It is very important that you identify your stance in stock market. That is, are you going to invest OR trade in the stock market? If you are not sure about this, then you will commit a lot of mistakes and yield lower returns from your investments. You might be an investor and behave like a trader making losses and vice versa. I’m going to give a brief introduction to both of the types which will help you identify yourself.

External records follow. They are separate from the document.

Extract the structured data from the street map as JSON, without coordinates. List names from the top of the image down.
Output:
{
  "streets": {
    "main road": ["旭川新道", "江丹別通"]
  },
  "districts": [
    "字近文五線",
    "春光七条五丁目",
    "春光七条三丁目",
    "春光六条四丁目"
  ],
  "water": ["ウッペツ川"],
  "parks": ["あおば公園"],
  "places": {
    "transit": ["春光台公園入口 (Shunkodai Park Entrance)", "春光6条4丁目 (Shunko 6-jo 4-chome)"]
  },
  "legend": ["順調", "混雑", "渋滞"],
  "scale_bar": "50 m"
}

Investors – Investors invest their money into stocks for a longer period of time. They invest into stocks with good fundamentals and stay invested till they reap profits, could it take a year or two or even more. A smart investor enters a good stock when it has corrected or say they buy good undervalued stocks and maximise their gains. They don’t put money into a stock that has already rallied up and are in it’s highs because a high valued stock has limited upside and they will not get much appreciation in that stock. So investors wait for a correction in the stock and buy stocks on dips. Investors don’t care about stop losses and targets, they invest from a long time view and only take out once they’ve claimed a nice appreciation. If the stock goes down a lot from their purchase price, they will continue to hold the stock or even buy more to average it out. They’ll hold it till the day the stock comes back to its highs and only then book profits.
Traders – Traders put their money into any stock that is going to give them some appreciation in a short term. They don’t keep money into stocks for a very long period of time. They identify a stock worth putting money into, then buy it keeping in mind a target price to book profits and a stop loss to book losses. Traders can never trade in any stock without a specific target and stop loss in mind. Traders exit the stock if a target or a stop loss price has been achieved in that specific stock. A trader does not care if the stock is undervalued or overvalued, all they care about is entering a stock that is going to give any appreciation in a day or a few days to a week. Since a trader maintains a stop loss close to the buying price, they don’t really have a chance to make much loss. Many times the already rallied stocks rally even further up and that is where traders make their profits and investors miss out. Traders sometimes also enter stocks with no fundamentals unlike investors.
A trader usually makes more profit than an investor but being a trader means putting a lot of time into stock market investing. Majority of the active traders spend their day trading in the stock market and that is how they mostly make their living. However investors are normally working people, a job or business who do not have a lot of time to give to stock market and so they invest into the market from a longer term perspective and don’t need to check their stocks all the time. An investor misses out returns during a time when he is waiting with cash on the side lines for the market to correct and market instead of correcting continues to make new highs, like the scene with current market. So if you have a lot of time in hand, it is better to trade than to invest to claim better returns.